◆ About this exercise: In the data below, one line contains "0 2px,transparent 0" and a later one contains "0 #7f8c64) drop-shadow(-2px". Print both, with every line between them, exactly and alone.

*** Extracted information ***

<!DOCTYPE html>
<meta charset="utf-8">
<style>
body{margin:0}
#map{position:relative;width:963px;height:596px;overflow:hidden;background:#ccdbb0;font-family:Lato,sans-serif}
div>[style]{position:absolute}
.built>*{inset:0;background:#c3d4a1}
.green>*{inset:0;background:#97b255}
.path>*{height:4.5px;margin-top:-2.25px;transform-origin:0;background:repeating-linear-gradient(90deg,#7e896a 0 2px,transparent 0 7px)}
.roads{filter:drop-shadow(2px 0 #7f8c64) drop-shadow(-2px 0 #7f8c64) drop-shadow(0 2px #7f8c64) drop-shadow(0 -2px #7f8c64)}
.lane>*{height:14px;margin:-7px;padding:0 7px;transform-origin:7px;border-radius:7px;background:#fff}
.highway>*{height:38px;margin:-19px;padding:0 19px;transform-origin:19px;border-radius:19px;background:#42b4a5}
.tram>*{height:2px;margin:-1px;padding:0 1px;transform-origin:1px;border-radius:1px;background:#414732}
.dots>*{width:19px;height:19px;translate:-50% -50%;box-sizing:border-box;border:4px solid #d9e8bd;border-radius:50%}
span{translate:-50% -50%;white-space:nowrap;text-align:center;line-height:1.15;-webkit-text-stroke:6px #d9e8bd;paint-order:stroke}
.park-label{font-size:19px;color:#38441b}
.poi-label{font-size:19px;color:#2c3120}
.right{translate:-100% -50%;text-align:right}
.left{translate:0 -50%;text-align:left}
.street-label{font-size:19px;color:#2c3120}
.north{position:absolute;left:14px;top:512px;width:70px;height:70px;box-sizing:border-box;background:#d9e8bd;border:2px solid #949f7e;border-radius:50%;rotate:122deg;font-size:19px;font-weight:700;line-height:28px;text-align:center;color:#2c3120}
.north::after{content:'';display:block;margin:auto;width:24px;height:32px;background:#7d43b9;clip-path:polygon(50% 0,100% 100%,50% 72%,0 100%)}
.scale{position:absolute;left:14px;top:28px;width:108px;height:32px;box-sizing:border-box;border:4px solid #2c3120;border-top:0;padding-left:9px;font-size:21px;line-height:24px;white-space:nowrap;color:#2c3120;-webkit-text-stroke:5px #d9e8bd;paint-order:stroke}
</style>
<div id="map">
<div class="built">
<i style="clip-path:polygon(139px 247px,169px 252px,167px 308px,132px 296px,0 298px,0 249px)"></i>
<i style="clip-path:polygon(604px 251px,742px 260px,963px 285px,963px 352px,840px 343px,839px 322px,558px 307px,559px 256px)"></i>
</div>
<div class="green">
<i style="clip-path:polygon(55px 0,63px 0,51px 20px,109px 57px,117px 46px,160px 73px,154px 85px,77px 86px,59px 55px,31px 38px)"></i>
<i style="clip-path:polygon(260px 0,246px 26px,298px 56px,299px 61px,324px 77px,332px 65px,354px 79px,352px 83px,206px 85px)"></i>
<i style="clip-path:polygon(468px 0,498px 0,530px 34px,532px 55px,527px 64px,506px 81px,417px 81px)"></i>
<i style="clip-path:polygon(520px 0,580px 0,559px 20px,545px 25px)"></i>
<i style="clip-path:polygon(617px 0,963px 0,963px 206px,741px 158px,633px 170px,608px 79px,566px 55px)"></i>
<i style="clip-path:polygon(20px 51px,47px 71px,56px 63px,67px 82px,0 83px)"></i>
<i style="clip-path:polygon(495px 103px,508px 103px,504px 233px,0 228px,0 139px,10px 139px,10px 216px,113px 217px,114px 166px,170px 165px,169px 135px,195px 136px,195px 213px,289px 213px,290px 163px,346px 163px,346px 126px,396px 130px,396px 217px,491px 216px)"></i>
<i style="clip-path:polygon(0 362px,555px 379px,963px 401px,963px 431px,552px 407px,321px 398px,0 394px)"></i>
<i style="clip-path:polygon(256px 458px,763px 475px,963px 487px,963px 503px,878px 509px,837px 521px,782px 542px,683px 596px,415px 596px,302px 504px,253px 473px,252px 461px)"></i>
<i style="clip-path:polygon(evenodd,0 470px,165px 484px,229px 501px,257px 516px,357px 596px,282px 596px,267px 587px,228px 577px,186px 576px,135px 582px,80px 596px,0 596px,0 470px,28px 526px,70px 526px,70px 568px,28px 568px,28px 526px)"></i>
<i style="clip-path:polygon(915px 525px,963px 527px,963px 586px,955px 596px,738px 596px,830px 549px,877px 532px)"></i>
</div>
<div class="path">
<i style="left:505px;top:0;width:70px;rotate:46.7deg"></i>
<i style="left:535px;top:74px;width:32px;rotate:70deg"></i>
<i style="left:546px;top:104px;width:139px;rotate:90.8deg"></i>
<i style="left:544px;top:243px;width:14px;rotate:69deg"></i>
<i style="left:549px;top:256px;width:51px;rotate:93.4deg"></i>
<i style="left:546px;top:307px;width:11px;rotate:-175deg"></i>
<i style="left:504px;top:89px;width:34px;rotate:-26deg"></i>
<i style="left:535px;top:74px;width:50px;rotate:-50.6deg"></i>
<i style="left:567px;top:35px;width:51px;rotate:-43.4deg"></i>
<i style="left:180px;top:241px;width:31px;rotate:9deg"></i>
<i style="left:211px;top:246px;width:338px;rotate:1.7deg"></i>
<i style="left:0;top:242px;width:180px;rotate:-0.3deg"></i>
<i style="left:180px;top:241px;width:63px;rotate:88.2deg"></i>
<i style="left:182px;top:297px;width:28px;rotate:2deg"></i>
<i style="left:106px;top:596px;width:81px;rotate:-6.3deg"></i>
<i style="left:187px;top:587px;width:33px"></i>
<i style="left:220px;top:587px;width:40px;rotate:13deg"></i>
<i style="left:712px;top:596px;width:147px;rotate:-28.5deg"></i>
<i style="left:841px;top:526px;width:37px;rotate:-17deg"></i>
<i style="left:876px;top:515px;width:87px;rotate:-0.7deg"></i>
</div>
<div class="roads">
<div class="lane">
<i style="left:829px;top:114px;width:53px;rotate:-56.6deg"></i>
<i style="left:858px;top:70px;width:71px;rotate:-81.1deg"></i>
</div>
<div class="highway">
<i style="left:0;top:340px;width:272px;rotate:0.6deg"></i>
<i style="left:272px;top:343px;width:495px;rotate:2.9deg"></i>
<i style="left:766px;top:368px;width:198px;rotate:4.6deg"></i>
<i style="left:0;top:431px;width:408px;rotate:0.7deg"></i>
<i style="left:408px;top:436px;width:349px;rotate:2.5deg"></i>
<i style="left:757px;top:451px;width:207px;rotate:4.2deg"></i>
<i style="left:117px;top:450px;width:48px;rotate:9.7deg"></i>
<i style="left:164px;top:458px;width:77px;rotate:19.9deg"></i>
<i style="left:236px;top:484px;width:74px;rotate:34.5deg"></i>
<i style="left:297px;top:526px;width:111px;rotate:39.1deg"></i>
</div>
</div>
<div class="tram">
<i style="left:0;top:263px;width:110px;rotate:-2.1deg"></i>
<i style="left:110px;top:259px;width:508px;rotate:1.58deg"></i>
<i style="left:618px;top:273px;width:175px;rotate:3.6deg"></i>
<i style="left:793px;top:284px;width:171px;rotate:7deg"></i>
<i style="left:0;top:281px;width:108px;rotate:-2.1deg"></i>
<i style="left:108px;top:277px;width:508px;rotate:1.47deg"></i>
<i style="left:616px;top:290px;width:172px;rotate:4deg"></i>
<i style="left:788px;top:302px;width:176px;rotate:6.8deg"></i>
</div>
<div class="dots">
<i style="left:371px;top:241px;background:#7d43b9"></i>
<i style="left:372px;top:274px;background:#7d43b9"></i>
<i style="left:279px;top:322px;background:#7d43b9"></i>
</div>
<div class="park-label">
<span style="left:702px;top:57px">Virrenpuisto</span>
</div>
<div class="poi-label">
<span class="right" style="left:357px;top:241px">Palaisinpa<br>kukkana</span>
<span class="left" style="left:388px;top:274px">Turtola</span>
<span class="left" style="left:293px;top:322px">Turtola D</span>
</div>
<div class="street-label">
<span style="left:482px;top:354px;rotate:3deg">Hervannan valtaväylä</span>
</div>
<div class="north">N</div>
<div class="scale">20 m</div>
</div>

*** End of Extracted information ***

◆ Answer space:
.path>*{height:4.5px;margin-top:-2.25px;transform-origin:0;background:repeating-linear-gradient(90deg,#7e896a 0 2px,transparent 0 7px)}
.roads{filter:drop-shadow(2px 0 #7f8c64) drop-shadow(-2px 0 #7f8c64) drop-shadow(0 2px #7f8c64) drop-shadow(0 -2px #7f8c64)}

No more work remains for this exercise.